The foregoing description taken together with the appended claims constitutes a disclosure such as to enable a person skilled in the electro-optics arts and having the benefit of the teachings contained therein to make and use the invention. Further, the structure herein described meets the aforestated objects of the invention and generally constitutes a meritorious advance in the art unobvious to such an artisan befret of the benefit of these teachings.

Obviously, many modifications and variations of the present invention are possible in the light of the above teachings, and, it is therefore understood that within the scope of the described inventive concept, the invention may be practiced otherwise than specifically described.

Claims

What is claimed is:

1. A television system including:

television camera means having an objective lens for recording a perceptible scene;

full-frame stereoscopic beamsplitter means having spaced entrance apertures and being attached to the objective lens of said television camera for providing stereoscopically related image transmission paths;

light shutter means mounted in operative relation to said full-frame, stereoscopic, beamsplitter means for alternate occultation of the spaced entrance apertures;

television receiver means effectively connected to said television camera means for the display of the stereoscopically related images recorded thereby;

support means configured to conform to the facial contours of a viewer of said television receiver means and having apertures therein positioned to cooperate with the eyes of said viewer for positioning light valves in front of the eyes of the viewer;

a pair of light valve means mounted in the apertures of said support means for selectively interrupting the passage of light therethrough, each light valve including,

a first plane polarizer;

a layer of lanthanum modified lead zirconate-titanate, adjacent said first plane polarizer,

a first, essentially transparent, electrode on said layer of lanthanum modified lead zirconate-titanate between said layer and said first plane polarizer,

a second essentially transparent electrode on said layer of lanthanum modified lead zirconate-titanate in cooperative relationship with said first essentially-transparent electrode,

a second plane polarizer having its axis of polarization at right angles to the axis of polarization of said first plane polarizer and adjacent the opposite side of said layer of lanthanum modified lead zirconate-titanate; and

electronic drive means connected to the first and second essentially transparent electrodes of each light valve means, to said light shutter means, and connected to said television receiver means for producing alternate actuation of said light shutter means and said pair of light valve means in synchronism with the start of interlace pulses of said television receiver, whereby the viewer of said television receiver may be afforded a true stereoscopic presentation.

2. A television system according to claim 1 in which said light shutter means includes a pair of light interrupters constructed the same as said pair of light valve means.

3. A television system according to claim 1 in which said support means is made of a flexible, dielectric plastic material.

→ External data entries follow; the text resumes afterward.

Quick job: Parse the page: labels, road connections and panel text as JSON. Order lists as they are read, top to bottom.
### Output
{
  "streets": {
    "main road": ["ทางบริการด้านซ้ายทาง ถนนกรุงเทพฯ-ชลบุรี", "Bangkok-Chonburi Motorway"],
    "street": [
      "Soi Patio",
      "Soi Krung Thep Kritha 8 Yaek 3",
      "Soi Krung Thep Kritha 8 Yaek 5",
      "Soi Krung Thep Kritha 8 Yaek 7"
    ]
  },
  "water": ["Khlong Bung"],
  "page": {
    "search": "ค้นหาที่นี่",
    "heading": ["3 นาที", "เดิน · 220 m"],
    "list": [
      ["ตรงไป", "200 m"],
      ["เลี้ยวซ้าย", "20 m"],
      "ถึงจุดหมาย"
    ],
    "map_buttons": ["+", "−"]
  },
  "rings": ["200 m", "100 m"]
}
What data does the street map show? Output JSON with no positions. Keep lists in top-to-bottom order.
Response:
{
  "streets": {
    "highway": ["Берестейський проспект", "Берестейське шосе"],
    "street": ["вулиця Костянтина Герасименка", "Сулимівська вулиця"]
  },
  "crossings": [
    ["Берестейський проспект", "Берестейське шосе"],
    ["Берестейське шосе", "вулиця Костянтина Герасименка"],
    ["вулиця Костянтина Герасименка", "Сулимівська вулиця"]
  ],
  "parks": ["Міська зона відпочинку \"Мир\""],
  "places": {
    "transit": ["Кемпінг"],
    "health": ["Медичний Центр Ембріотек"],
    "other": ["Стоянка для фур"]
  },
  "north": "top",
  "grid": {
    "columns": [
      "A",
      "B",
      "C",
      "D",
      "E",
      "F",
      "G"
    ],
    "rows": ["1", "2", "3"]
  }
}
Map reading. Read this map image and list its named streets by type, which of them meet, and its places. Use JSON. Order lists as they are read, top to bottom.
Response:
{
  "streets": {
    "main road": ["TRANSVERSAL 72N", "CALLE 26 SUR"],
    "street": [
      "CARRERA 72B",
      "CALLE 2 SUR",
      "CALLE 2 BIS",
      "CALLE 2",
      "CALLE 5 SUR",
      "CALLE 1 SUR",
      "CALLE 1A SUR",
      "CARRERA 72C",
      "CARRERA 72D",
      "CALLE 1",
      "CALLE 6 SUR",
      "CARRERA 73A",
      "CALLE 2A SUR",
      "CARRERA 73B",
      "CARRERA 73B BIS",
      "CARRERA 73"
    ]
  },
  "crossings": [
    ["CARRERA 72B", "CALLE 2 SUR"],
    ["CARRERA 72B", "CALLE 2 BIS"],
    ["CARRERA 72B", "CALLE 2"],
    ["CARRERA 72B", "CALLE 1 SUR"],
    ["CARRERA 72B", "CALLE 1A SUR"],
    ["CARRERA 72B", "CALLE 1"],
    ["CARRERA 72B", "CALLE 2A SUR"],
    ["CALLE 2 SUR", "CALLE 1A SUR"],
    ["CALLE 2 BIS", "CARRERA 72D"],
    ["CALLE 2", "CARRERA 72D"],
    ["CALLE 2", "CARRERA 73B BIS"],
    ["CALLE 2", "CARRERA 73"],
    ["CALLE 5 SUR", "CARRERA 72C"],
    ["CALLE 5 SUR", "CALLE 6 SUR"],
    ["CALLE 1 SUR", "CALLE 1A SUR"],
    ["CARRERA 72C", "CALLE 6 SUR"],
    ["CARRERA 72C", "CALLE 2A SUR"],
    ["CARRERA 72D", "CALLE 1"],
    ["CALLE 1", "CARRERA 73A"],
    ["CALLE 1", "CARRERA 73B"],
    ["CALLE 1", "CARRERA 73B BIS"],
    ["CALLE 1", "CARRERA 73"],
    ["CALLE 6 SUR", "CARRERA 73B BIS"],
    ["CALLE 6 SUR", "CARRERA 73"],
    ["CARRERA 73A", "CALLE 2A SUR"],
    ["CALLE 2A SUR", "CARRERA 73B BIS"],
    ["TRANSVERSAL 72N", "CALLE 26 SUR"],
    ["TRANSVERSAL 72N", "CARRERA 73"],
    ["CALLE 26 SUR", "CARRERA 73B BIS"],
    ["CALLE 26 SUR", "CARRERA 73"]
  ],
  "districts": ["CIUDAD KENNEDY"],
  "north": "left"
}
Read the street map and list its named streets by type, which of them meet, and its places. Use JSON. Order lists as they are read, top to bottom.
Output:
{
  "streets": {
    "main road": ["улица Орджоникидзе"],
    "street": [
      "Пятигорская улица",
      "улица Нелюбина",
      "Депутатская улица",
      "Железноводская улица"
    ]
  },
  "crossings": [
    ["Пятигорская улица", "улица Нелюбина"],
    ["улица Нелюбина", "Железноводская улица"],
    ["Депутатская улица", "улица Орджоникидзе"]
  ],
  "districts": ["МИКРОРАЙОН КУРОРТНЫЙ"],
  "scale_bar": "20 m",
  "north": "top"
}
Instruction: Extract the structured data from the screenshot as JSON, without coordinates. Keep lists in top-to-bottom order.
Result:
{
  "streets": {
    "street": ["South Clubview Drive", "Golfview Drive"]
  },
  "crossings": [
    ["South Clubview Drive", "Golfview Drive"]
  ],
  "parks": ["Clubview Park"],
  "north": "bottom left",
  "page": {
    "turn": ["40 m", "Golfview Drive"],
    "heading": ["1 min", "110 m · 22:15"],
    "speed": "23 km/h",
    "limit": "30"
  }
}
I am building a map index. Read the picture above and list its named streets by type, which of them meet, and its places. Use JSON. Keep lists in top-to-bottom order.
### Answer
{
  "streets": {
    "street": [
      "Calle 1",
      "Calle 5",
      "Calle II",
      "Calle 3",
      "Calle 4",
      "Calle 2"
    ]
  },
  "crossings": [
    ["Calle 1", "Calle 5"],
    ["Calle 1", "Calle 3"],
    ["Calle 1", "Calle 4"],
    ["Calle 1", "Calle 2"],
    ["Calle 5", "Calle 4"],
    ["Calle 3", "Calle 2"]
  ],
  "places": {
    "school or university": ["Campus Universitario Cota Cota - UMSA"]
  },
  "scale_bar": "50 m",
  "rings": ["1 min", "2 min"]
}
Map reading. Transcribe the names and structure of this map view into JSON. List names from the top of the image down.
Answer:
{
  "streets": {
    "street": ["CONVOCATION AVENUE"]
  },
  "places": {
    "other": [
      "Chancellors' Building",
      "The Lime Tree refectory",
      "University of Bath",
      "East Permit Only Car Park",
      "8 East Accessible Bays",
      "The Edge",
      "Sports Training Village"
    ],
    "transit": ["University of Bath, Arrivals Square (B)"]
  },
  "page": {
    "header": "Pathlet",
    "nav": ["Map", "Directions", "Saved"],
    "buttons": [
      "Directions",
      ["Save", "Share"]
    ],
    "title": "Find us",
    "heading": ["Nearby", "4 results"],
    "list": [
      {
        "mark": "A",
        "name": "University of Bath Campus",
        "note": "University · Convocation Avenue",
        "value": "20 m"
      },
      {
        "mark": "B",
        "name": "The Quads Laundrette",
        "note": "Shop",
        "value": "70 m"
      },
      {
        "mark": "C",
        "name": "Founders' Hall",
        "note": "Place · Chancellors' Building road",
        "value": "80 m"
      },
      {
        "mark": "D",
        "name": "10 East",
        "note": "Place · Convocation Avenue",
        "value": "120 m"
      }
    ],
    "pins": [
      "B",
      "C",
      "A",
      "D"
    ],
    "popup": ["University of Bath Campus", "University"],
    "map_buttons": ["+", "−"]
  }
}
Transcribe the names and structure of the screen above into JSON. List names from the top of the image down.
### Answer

4. A television system according to claim 1 in which the first and second essentially transparent electrodes are a network of thin, spaced, electrical conductors.

5. A television system according to claim 1 in which said electronic drive means actuates the light valve means in synchronism with the interlace traces of said television receiver.

6. A television system according to claim 2 in which said support means is made of a flexible, dielectric plastic material.

7. A television system according to claim 6 in which the first and second essentially transparent electrodes are a network of thin, spaced, electrical conductors.

8. A television system according to claim 7 in which said electronic drive means actuates the light valve means in synchronism with the interlace traces of said television receiver.